Zhang Yimou Rep: Chinese Director Didn't Breach One Child Policy
A spokesman for Chinese director Zhang Yimou has denied that the director broke Chinese family planning rules, demanding an apology from a magazine for accusing him of siring seven children with multiple women.
China has eased strict population control measures in a wide-ranging program of reforms this month, but population planners are reportedly seeking Zhang about reports that he fathered as many as seven children from his two marriages and from relationships with other women in violation of the country's long-standing One Child Policy. That policy is being somewhat loosened under the planned reforms, allowing for a second child if one partner is an only child.
"Firstly, Zhang Yimou and [current wife] Chen Ting registered for marriage after the first child was born," Zhang's spokesman Chen Jian wrote on social media platform Sina Weibo. "There were three children in total -- Zhang Yinan, Zhang Yiding and Zhang Yijiao."
The spokesman said the couple was permitted another child under family planning rules, as the first child was visually impaired.
"Then, under later One Child Policy rules, it is legal to have a second child if one of the couple is an only child, and Chen Ting is an only child. So the youngest daughter is also not an 'extra child,' " said Chen.
The spokesman added: "Zhang Yimou bought an apartment for his wife Chen, got the residence permit for them and made all the proper arrangements with the police."
He also accused the Southern Entertainment Weekly magazine of spreading "shocking" rumors.
"Southern Entertainment Weekly made it up that Zhang Yimou has seven children with three or four women, which makes Zhang into a serious bigamist.
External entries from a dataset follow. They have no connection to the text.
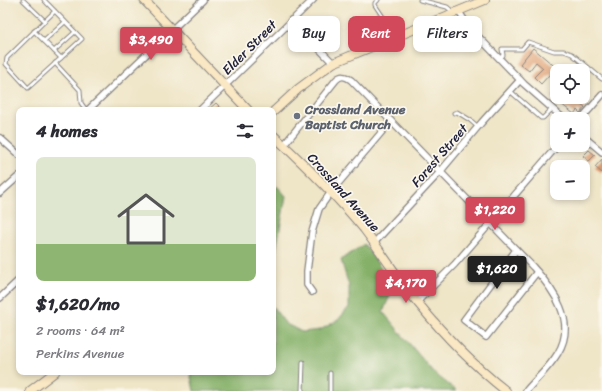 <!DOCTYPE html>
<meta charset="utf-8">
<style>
body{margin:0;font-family:Sriracha,sans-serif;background:#f2f2f3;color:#2b2b33;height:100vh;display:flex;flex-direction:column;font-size:15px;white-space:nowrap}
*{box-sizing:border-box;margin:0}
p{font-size:13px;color:#7c7c81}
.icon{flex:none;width:22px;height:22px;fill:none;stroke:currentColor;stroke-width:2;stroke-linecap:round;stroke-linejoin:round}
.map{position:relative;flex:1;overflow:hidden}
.sheet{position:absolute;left:16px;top:107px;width:260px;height:268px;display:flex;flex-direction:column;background:#fff;border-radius:8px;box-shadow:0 2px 6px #0003}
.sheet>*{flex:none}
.guide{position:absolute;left:288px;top:16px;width:254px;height:36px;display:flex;gap:8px}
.tools{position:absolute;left:550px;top:64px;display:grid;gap:8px}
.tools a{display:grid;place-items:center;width:40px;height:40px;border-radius:8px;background:#fff;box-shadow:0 2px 6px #0003;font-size:20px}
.price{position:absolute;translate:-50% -34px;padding:0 9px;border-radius:4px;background:#d1495b;color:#fff;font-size:13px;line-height:26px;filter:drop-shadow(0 1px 2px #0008)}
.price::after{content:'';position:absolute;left:50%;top:24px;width:12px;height:9px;margin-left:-6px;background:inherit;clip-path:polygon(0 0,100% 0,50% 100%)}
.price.on{background:#222;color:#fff}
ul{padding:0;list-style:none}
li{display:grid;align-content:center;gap:8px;height:212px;padding:0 20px}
li span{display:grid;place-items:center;height:124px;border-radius:8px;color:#555}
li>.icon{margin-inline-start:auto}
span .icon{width:72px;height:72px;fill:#fffc;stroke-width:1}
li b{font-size:17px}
h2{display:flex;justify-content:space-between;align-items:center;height:48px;padding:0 20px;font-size:17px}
.tag{padding:0 14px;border-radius:8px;background:#fff;box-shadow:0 2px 6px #0003;font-size:14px;line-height:36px}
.tag.on{background:#d1495b;color:#fff}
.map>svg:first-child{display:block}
.forest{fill:#84b067;stroke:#536951}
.building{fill:#dd9463}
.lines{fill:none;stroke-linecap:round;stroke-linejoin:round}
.service-casing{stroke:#888481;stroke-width:5}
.minor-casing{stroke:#888481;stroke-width:8}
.secondary-casing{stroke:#888481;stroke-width:10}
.service{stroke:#fff;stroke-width:3}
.minor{stroke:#fff;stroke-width:5.5}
.secondary{stroke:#fae7c3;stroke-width:8}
.worship-dot{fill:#6b7280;stroke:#fbf7ec;stroke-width:1.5}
.labels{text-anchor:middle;stroke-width:3.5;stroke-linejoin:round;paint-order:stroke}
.street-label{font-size:13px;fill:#22223b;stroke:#fbf7ec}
.worship-label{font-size:13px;font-weight:bold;fill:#5b616d;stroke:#fbf7ec;text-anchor:start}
</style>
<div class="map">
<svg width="602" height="391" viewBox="0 0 602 391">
<rect width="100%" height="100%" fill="#fbf7ec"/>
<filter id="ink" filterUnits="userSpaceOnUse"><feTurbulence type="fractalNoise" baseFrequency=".025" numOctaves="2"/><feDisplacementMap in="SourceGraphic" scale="8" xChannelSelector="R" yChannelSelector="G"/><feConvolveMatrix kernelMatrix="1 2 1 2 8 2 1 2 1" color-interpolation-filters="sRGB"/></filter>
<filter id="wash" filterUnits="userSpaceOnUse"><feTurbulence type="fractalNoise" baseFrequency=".012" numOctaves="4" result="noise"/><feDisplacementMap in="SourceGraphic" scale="16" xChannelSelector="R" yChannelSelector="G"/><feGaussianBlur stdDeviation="0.9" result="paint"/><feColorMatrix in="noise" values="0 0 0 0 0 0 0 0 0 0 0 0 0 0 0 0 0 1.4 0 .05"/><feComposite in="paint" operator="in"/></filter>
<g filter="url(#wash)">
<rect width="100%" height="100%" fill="#efe5c7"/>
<g class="forest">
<polygon points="277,186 286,196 273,266 273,191"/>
<polygon points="364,244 394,286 383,312 434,373 457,391 194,391 190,372 273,372 273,307 286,324 302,332 320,330 338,320 349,307 349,286 341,260"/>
</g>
<g id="blocks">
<g class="building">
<polygon points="533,48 559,70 553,77 550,74 541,84 534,77 543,68 536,62 529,71 520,64"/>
<polygon points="557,91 557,97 572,97 585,107 580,113 577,110 574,114 552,97"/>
<polygon points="216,103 223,110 208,110"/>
<polygon points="589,150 595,155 589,161 583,156"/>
<polygon points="602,159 602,173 595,167"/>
</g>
</g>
</g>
<g filter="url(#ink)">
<use href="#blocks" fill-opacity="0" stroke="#888481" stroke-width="1"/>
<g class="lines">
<g class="service-casing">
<g id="service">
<polyline points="23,0 45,21"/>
<polyline points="44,0 82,39 28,88 6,64 7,58 55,11"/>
<polyline points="420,0 447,7 453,12"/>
<polyline points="34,31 61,58"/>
<polyline points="44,41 65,22"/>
<polyline points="371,45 384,29 387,23 375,5 375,3 378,0"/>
<polyline points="54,51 75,32"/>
<polyline points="500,59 503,55 502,49 522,49 528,42 554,51 564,51 572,54 602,79"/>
<polyline points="55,63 80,90 81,103 86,110"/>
<polyline points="510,91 541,118 543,118 552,109"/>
<polyline points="454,113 457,112 470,120 478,127"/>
<polyline points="330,373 330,391"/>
<polyline points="302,391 303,362"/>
</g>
</g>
<g class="minor-casing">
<g id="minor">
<polyline points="459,12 469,27 524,84 564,119"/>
<polyline points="291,20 333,63"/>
<polyline points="88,110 203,0"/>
<polyline points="200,110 313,0"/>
<polyline points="581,119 602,95"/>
<polyline points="583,136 602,152"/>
<polyline points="0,138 19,155"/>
<path d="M284,145L336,80C341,75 345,76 351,80L533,267C554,290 577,322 558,353C550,367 536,379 526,391"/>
<polyline points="0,193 19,176"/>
<polyline points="374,243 440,172 482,122 520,80"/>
<polyline points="516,250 464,320 486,337 537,272"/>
<polyline points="312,292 307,285 307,271 312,232 319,209 331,192 391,121"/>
<polyline points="0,298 19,280"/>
<polyline points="417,302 455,264 558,145"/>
</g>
</g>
<g class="secondary-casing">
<g id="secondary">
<polyline points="144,0 248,110"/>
<polyline points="273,112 298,89 333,63 485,0"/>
<path d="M273,135C304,164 337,196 364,229C382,253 398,279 418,303C444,335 473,365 506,391"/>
<polyline points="30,391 55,372"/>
</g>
</g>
<use href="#service" class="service"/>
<use href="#minor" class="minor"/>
<use href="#secondary" class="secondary"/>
</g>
</g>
<circle class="worship-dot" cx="297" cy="116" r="4"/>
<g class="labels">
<g class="street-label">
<text transform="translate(249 47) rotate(-45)" y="5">Elder Street</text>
<text transform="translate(439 155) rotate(-49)" y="5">Forest Street</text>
<text transform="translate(344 192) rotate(48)" y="5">Crossland Avenue</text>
</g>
<g class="worship-label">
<text x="305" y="114">Crossland Avenue<tspan x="305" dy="15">Baptist Church</tspan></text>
</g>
</g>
</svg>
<div class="tools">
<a><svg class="icon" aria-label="locate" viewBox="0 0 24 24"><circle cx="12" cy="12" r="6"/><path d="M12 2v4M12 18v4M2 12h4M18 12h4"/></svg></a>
<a>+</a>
<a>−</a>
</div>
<b class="price" style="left:151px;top:61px">$3,490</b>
<b class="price" style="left:495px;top:231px">$1,220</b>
<b class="price on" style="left:497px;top:290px">$1,620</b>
<b class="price" style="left:406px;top:304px">$4,170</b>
<div class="guide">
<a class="tag">Buy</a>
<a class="tag on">Rent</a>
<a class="tag">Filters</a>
</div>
<section class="sheet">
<h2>4 homes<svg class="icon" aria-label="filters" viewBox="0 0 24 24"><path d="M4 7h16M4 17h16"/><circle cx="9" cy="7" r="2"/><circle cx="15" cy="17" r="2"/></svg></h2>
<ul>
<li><span style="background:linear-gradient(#dfe7d0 70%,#8fb573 0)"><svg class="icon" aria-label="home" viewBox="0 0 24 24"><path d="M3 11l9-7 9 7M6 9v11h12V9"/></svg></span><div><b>$1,620/mo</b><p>2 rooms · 64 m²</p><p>Perkins Avenue</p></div></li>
</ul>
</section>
</div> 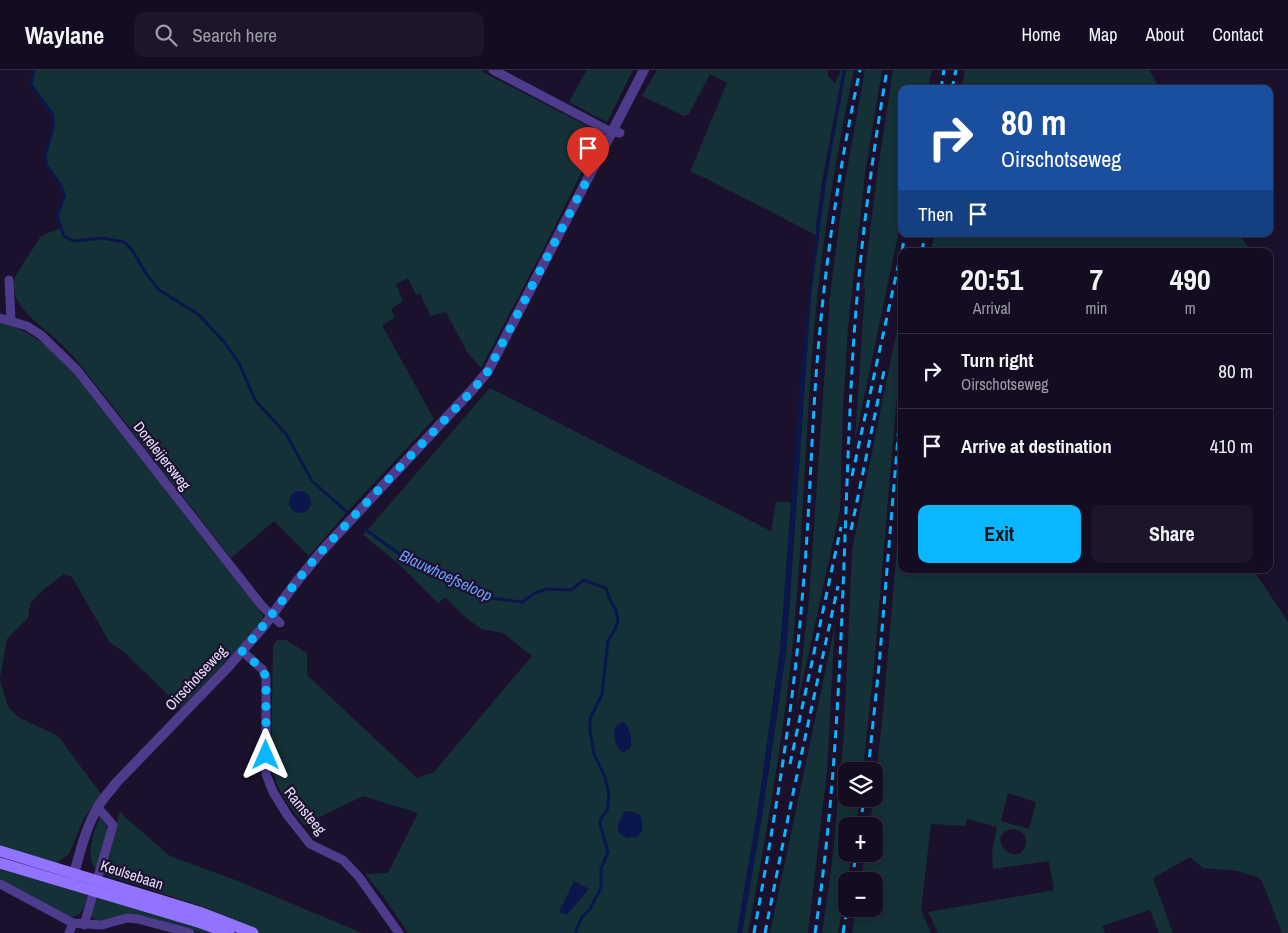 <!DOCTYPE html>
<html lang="en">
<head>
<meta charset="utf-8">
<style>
  body { margin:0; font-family:"Archivo Narrow",sans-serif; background:#1d162a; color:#f1f3f6; height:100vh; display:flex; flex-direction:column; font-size:19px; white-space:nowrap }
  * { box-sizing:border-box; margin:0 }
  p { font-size:16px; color:#9d9ca5 }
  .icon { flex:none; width:28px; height:28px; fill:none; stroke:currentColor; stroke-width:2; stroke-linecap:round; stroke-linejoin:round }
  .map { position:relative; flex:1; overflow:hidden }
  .drawer { position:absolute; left:898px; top:178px; width:375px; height:325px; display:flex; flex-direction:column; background:#140d21; border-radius:10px; box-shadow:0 2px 12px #0003,0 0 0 1px #332d3f }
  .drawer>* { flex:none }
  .guide { position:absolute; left:898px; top:15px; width:375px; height:152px; border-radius:10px; box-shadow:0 2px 12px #0003,0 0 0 1px #332d3f; background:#1a4fa0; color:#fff; overflow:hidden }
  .fabs { position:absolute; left:838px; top:692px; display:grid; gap:10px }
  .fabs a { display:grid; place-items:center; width:45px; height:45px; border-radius:10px; background:#140d21; box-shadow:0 2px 12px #0003,0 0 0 1px #332d3f; font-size:25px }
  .pin { position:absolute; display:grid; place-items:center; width:42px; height:42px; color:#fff; margin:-51px -21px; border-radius:50% 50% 50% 0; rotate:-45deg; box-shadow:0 0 5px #0007 }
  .pin .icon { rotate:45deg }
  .me { position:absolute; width:55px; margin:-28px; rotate:0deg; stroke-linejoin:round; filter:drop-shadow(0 0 4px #0008) }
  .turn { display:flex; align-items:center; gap:18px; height:105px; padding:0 20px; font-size:22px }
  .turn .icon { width:65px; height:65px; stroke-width:2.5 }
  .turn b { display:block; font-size:35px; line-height:42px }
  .then { display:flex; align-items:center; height:48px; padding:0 20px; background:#0003; gap:10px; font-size:19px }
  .eta { display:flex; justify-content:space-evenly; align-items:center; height:85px; text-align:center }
  .eta b { font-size:30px; font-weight:700; line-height:35px }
  .primary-button { display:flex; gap:10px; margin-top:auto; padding:10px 20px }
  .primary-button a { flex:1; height:58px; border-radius:10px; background:#08b7ff; color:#111; font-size:20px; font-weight:700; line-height:58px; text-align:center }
  .primary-button a+a { background:#1d162a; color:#f1f3f6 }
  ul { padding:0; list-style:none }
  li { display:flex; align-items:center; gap:15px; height:75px; padding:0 20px; border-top:1px solid #332d3f }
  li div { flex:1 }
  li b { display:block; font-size:19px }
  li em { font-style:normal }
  header { display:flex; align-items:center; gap:30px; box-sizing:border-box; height:70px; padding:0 25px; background:#140d21; border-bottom:1px solid #332d3f }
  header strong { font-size:24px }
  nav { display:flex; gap:28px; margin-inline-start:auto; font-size:18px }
  .search { width:350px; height:45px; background:#1d162a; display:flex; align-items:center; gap:12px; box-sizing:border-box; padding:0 18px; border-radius:10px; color:#9d9ca5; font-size:19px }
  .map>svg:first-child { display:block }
  .green { fill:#143137; fill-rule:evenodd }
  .water { fill:#0a164c }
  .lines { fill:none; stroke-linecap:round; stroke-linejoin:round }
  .stream { stroke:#0a164c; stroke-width:3 }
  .minor { stroke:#4e3b8c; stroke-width:9 }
  .tertiary { stroke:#4e3b8c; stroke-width:10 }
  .secondary { stroke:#9273ff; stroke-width:11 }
  .rail { stroke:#08b7ff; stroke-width:3; stroke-dasharray:8 6; stroke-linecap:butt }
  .route { stroke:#08b7ff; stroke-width:9; stroke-dasharray:0 16.2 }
  .labels { text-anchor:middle; stroke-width:4.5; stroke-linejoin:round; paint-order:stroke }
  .street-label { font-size:15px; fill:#e7dcff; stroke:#1b112c }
  .water-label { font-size:16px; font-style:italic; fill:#6a9eff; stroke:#1b112c }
</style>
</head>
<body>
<header>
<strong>Waylane</strong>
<div class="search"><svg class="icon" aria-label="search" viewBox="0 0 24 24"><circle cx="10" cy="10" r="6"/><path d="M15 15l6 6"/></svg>Search here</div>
<nav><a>Home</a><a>Map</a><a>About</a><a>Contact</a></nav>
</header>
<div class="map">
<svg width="1288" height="863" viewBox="0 0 1288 863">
  <rect width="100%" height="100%" fill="#1b112c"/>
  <g class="green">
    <path d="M34,0H482L483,2L601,63L544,178L481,298L467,282L446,242L431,246L420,224L416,225L408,208L396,214L403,231L391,239L395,248L382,255L434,349L347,442L309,486L274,451L231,488L82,297C75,288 67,279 58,271C41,255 5,234 16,205L41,166L60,158L57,146L65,125L60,114L48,97L45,86L53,58V45L31,15Z"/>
    <polygon points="587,0 633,0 607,52 569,32"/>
    <polygon points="657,0 828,0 828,6 835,13 841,0 843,0 822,112 816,155 816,165 705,108 690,102 727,13 710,4 689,44 684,46 642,26"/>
    <path d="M846,0H854C838,76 825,152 817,229C805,346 804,465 792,582C782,676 765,770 748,863H742L762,746L786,583L811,225L826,112Z"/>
    <polygon points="865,0 882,0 865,104 848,257 843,339 840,440 797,636 809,528 830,226 844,117"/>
    <polygon points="893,0 932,0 928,19 901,19 901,151 855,370 865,219 863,218 877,105"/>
    <polygon points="965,0 1149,0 1160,19 961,19"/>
    <polygon points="934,164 1240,164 1250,181 931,181"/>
    <polygon points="901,240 901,296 896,336 874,595 863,701 846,701 846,729 860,729 856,756 846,756 846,784 852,784 838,863 822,863 832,794 844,663 852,480"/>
    <path d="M0,252C25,259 44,273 64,290L263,545V551L260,555L181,638L123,581L110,573L72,507L64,504L43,520L30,533L28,548L7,569L0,608Z"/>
    <path d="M490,318L771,461L776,432H792L780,581L757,745L737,863H408L383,826L365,804L388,803L418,743L363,726L304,755C287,732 274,719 271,690L273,575L277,570H286L307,583V605L417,708L434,702L532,586L503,563L481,559L465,547L445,527L438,533L399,494L363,465Z"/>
    <path d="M901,430V499H1253L1288,552V863H1282L1262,811L1257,807L1237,801L1203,798L1190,787L1153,808L1173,863H1159L1150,840L1102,856L1105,863H938L928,842L1054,820L1049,791L993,799L992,782L997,757L967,749L965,756L931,754L921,840L931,863H852L856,839H874V811H861L865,784H874V756H870L883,642ZM1008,723L1036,732L1029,759L1001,751ZM1013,759C1022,760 1029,767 1025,777C1014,800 983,763 1013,759Z"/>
    <polygon points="835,555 827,701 808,863 770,863"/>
    <polygon points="0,610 8,637 18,647 58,666 101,724 84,748 69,784 57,793 0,776"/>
    <polygon points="120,741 125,747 170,786 238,811 362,863 260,863 204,837 102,804"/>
    <path d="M100,748L106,755L107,762L96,800C85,787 93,762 100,748Z"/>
    <path d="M0,797L88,823C85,834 84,846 71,847L0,813Z"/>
    <polygon points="94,825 220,863 202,863 147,847 131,844 97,851 91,846"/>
  </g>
  <g class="water">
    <polygon points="843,0 846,0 826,112 811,225 786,583 762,746 742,863 737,863 757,745 780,581 801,295 816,165 816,155"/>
    <circle cx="300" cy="432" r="11"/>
    <path d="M624,652C631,661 632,666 631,677L623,683C614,676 615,669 614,659L618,654Z"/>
    <path d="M625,741L633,742L640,745C643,754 644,759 638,767L627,768L618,762V754Z"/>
    <polygon points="574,811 589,819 567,845 559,842"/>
  </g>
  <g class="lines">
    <g class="stream">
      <polyline points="34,0 31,15 53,45 53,58 45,86 47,96 60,114 65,125 57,146 64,166 73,171 102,168 124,172 132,180 147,205 159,220 198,244 224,272 239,293 255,330 286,364 312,411 347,442"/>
      <polyline points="365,459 398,483 436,502 453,507 477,523 490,528 522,532 535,523 547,519 571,520 584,510 606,518 609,528 616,540 618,550 615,559 608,571 602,624 590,649 590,660 594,684 605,707 609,725 607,741 601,748 600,754 608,782 601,799 601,818 590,839 582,847 575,863"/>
    </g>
    <g class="minor">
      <polyline points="493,0 611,62 620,63"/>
      <polyline points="9,210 11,250"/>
      <polyline points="0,248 27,256 41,265 77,300 262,536 280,553"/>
      <polyline points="242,581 262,599 266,607 266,704 273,722 288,746 310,774 343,790 359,807 399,863"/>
      <polyline points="0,814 73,853 102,855 127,848 138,849 190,863"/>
      <polyline points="84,855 113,755 98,738"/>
      <polyline points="69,863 73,853"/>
    </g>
    <path class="tertiary" d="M72,812C79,786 85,758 99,735C104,727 111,720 116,713L228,597L264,556L294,515L320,483L473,319L488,301L644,0"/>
    <g class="secondary">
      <polyline points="0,781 199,842 253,863"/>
      <polyline points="0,793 198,852 229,863"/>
    </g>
    <g class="rail">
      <polyline points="941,19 944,0"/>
      <polyline points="952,19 956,0"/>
      <polyline points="902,181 905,164"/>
      <polyline points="922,181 925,164"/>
      <polyline points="852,406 901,183"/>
      <polyline points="851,460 884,301"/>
      <polyline points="790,694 841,457"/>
      <polyline points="868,701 879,596 901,331"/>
      <polyline points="860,756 864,729"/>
      <polyline points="852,811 856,784"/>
      <path d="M754,863C774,752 793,642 802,530C810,447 811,364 818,281C826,187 840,93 860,0"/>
      <polyline points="765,863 792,728 838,516"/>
      <path d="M815,863C844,670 842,475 853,281C859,187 871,93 887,0"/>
      <polyline points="843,863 847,839"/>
    </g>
  </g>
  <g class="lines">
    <path class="route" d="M266,685V607L262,599L242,581C271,549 293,513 321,482C371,427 422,374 473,320L488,301L588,108"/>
  </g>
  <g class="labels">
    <g class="street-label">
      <text transform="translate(162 386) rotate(52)" y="5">Doreleijersweg</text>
      <text transform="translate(196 608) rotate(-47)" y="5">Oirschotseweg</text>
      <text transform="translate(305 741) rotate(51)" y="5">Ramsteeg</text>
      <text transform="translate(132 805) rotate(18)" y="5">Keulsebaan</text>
    </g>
    <g class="water-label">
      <text transform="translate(446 505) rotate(25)" y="6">Blauwhoefseloop</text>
    </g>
  </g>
</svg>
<div class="fabs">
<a><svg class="icon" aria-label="layers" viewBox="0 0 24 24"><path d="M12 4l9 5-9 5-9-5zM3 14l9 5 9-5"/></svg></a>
<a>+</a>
<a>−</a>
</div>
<div class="pin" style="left:588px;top:108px;background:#d93025"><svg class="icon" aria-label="arrive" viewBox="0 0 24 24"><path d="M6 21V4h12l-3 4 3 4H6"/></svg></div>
<svg class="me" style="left:266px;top:685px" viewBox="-20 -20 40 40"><path d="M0-17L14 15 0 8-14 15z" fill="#08b7ff" stroke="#fff" stroke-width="4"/></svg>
<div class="guide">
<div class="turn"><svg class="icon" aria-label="right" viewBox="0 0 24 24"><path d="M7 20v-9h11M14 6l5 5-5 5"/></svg><div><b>80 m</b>Oirschotseweg</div></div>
<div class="then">Then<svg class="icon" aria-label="arrive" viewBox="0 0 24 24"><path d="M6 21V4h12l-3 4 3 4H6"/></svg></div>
</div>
<section class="drawer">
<div class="eta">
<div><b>20:51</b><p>Arrival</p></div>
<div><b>7</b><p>min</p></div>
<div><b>490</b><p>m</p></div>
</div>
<ul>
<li><svg class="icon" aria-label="right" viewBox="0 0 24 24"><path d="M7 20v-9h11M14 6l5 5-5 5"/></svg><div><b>Turn right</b><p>Oirschotseweg</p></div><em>80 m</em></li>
<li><svg class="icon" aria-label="arrive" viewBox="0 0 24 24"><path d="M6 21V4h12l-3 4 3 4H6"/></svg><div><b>Arrive at destination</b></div><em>410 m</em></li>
</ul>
<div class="primary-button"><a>Exit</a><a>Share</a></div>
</section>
</div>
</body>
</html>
They are the biggest rumor spreaders, and their behavior is shocking," Chen wrote, accusing the publication of breaking numerous press rules.
"Therefore, I want the person who is responsible from Southern Entertainment Weekly to apologize to Zhang Yimou publicly…otherwise, the Southern Entertainment Weekly will face suspension from publication," said the director's spokesman.
He also urged the media to stop asking the Wuxi Family Planning Committee, which had said amid media requests that it would look into his family situation, to make Zhang's private affairs public.
"The government has a duty to protect a citizen's basic privacy. No matter how the media push them, the Wuxi Family Planning Committee can't respond," the spokesman said.
The comments did not refer to other reports that the Raise the Red Lantern director could face a fine of 160 million yuan ($26.27 million) if found in violation of any family planning rules in China.
Zhang is currently shooting his latest movie, Return, in Beijing and Tianjin with Gong Li and Chen Daoming.
Over the course of his career, the Hero director has gone from being a banned director of arthouse fare, like his directing debut Red Sorghum, to nationalist epics such as Hero, which earned him his rehabilitation.
He further endeared himself to the authorities with his choreography for the Beijing 2008 Summer Olympics opening ceremony.
His 2011 WWII epic Flowers of War featured Hollywood star Christian Bale, and while it was a big hit in China, it failed to make much of a box-office impact overseas.
Other recent works include A Simple Noodle Story, an adaptation of the Coen Brothers' Blood Simple, and Under the Hawthorn Tree, a love story set during China's Cultural Revolution.